I was at an industry trade group association convention in 2009 and went to a seminar taught by CEO coach Kraig Kramers. He introduced me to a concept called the Trailing 12 Month Report (T12M). They have transformed the way I think about my business.

Most charts, graphs and report simply bundle totals into weekly or monthly totals. But if your business is seasonal like ours, it’s hard to get a gauge on how well we’re doing with a traditional report.

For example, our revenues for January (usually one of our slowest months) might be a fraction of what they are in August (usually our busiest month), but it might nonetheless be a very successful month, relative to what is typical for January.

T12M Reports remove this seasonality from your graphs and they are also very simple to understand. If you’re tracking a metric that you want to increase (revenues), a trend going up is good, and a trend going down is bad. If you’re tracking something you want to reduce (cost of goods sold or overtime), going up is bad and down is good.

Each data point in a T12M report represents a total of the prior 12 month period.
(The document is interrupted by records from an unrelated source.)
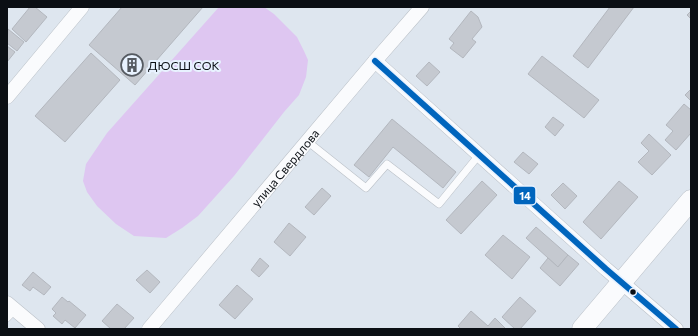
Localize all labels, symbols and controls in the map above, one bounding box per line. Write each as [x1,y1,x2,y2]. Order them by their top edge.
building icon: ДЮСШ СОК [119,52,145,78]
place label: ДЮСШ СОК [148,58,220,72]
street label: улица Свердлова [248,126,322,209]
line badge: 14 [513,186,536,205]
text: 14 [519,189,531,202]
unlabelled marker [628,287,638,297]

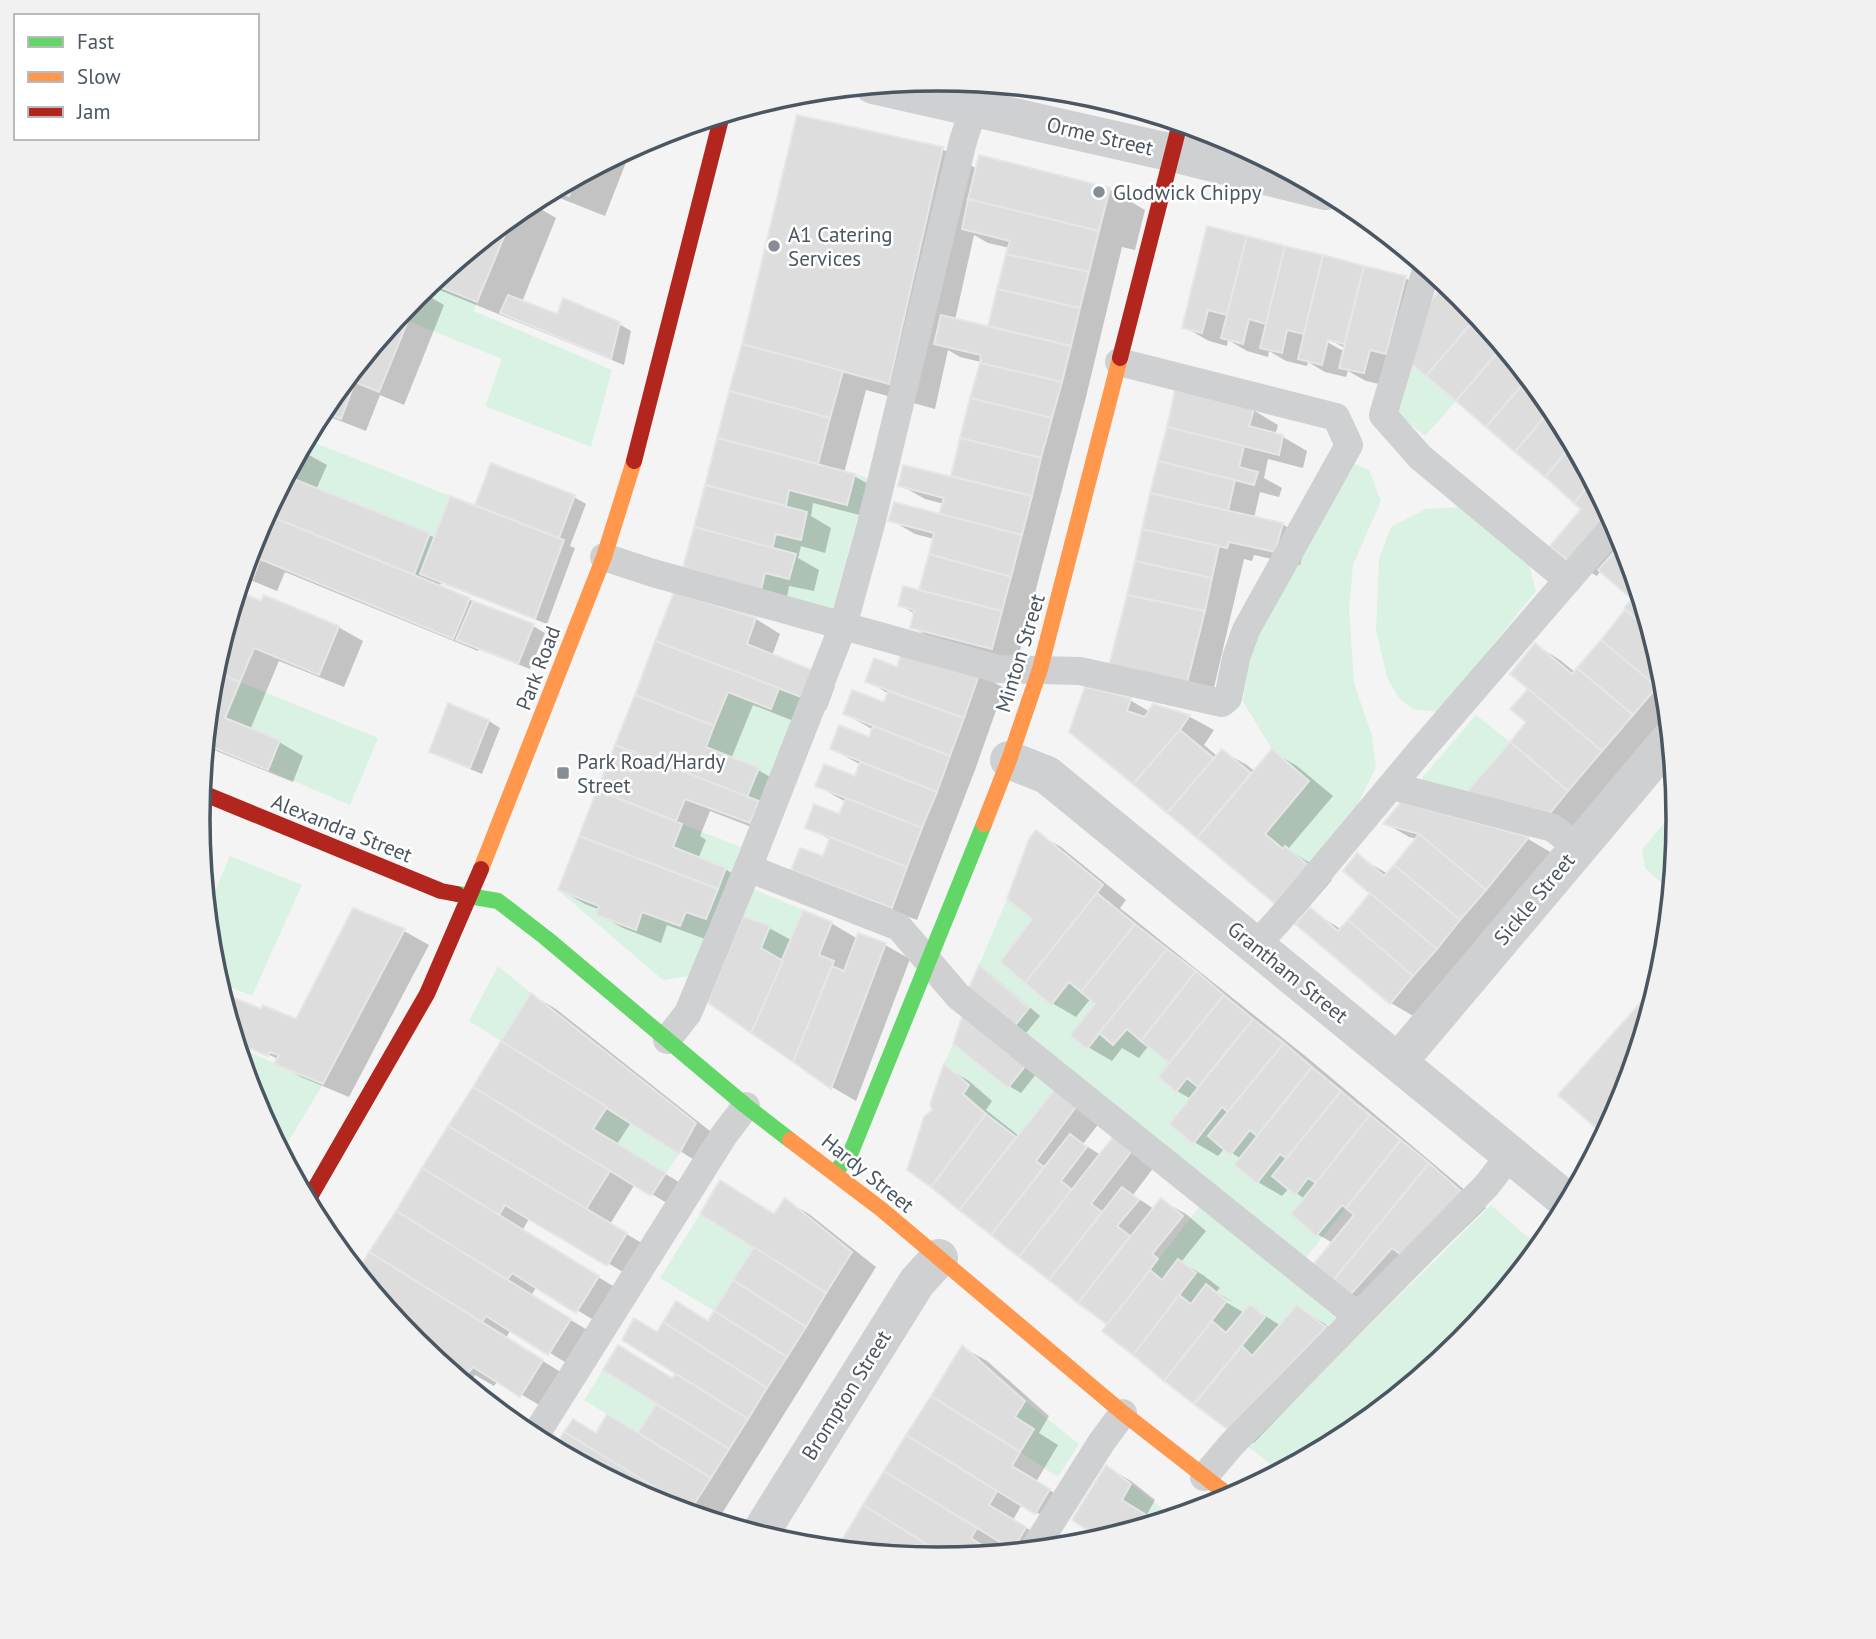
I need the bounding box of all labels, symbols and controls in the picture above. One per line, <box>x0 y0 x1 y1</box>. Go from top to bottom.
legend <box>14 14 259 140</box>
text: Fast <box>77 28 114 55</box>
text: Slow <box>77 63 121 90</box>
text: Jam <box>76 98 111 125</box>
street label: Orme Street <box>1044 111 1156 161</box>
place label: Glodwick Chippy <box>1113 179 1262 206</box>
marker: Glodwick Chippy <box>1091 184 1107 200</box>
place label: A1 Catering Services <box>788 221 892 272</box>
marker: A1 Catering Services <box>766 238 782 254</box>
street label: Minton Street <box>989 590 1051 716</box>
street label: Park Road <box>510 622 566 714</box>
place label: Park Road/Hardy Street <box>577 748 725 799</box>
marker: Park Road/Hardy Street <box>555 765 571 781</box>
street label: Alexandra Street <box>268 787 416 869</box>
street label: Sickle Street <box>1488 847 1580 951</box>
street label: Grantham Street <box>1222 915 1354 1029</box>
street label: Hardy Street <box>816 1128 920 1218</box>
street label: Brompton Street <box>795 1325 897 1465</box>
As I write this, we’re nearing the end of January, 2015. Next week, when I’m analyzing the company’s performance for this month, the reports will include the preceding 12 month period, so February, 2014 through January 2015.

The reason these are powerful is that we are no longer comparing January to August (or any other month). We’re comparing how we performed in the preceding month relative to how we performed in that same calendar month in the prior year. So, if our revenues in January 2015 exceeded those from January 2014, our graph will have an upward trend. If each month we outperform our revenues from that same month in the preceding year, our business will always be growing.

T12M reports are also a great motivator and easy way to communicate to rank and file employees about how were are performing as a company. Three years ago, we started tracking how much rework (punchlist) we were doing. We posted the results using a T12M report on our wall right next to where employees come and go each day. Since the first year of tracking, we have reduced our rework from 1.56% of revenues to 0.81%. That amounts to a $30,000 annual savings. Our employees have gotten competitive about quality. As they say, what get’s measured, gets done.

Because thinking about the metrics in our company on a trailing 12 month basis has been so transformative for our company, we have integrated them as one way to view your data in our software for contractors.